**Records provided:**
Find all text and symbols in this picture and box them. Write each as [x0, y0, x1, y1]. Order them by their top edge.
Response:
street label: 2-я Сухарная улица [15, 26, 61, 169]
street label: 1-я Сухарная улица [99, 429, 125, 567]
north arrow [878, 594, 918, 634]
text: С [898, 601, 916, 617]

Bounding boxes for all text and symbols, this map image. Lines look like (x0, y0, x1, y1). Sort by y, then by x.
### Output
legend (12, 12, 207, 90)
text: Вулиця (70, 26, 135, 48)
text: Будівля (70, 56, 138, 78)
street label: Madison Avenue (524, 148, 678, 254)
--
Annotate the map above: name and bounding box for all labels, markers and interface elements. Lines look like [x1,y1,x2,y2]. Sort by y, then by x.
==
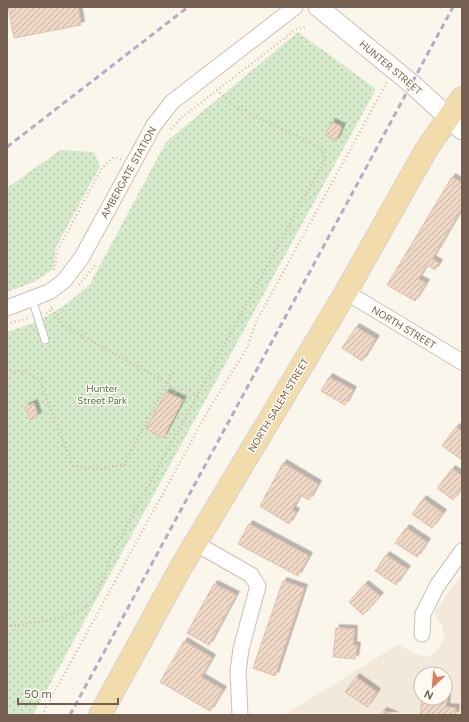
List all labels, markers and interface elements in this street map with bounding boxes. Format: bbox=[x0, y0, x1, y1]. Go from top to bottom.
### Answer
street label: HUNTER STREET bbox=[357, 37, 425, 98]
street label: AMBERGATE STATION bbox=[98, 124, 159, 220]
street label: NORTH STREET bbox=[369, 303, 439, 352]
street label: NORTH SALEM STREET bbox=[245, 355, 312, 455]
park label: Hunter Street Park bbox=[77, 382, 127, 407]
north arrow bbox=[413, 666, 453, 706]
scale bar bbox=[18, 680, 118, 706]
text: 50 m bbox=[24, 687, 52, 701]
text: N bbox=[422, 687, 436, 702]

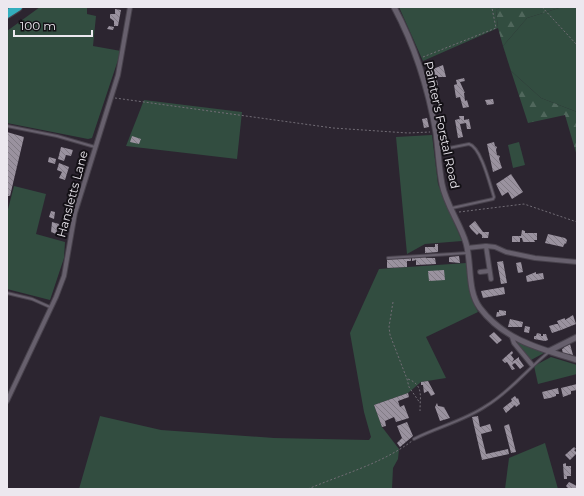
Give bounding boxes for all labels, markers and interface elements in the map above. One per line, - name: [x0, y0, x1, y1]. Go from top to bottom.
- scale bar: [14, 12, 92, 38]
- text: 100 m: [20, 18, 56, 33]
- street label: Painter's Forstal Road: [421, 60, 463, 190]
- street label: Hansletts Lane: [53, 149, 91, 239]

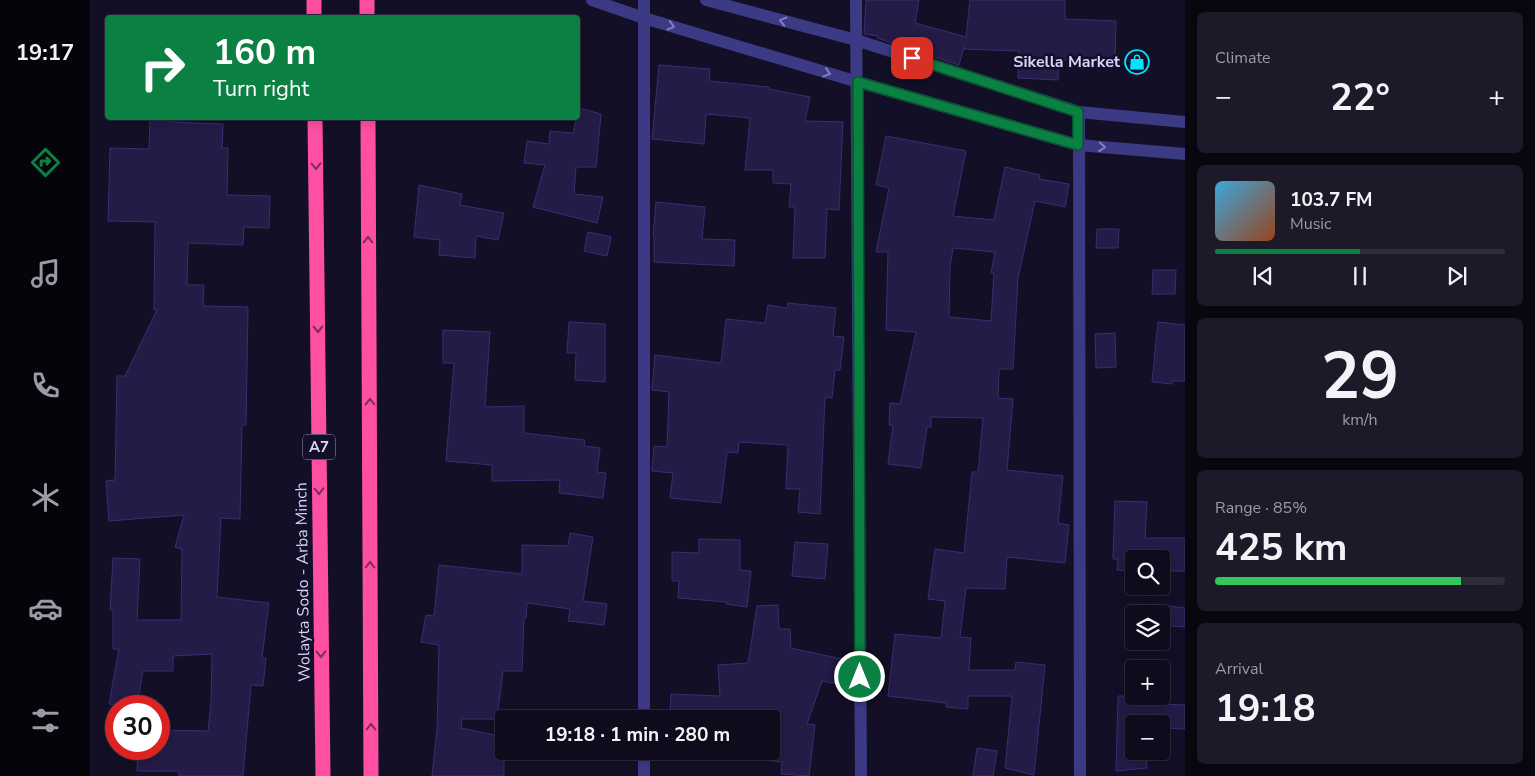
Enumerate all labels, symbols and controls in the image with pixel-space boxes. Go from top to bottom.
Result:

**Your objective:** Check every line above for the string "Sort" and copy those that have it.

**Output of the task:**
Bounding boxes for all text and symbols, this map image. Lines look like (x0, y0, x1, y1). Sort by y, then by x.
Annotate the map above: name and bounding box for all labels, markers and interface elements. Lines look like [x1,y1,x2,y2]. Sort by y, then by x.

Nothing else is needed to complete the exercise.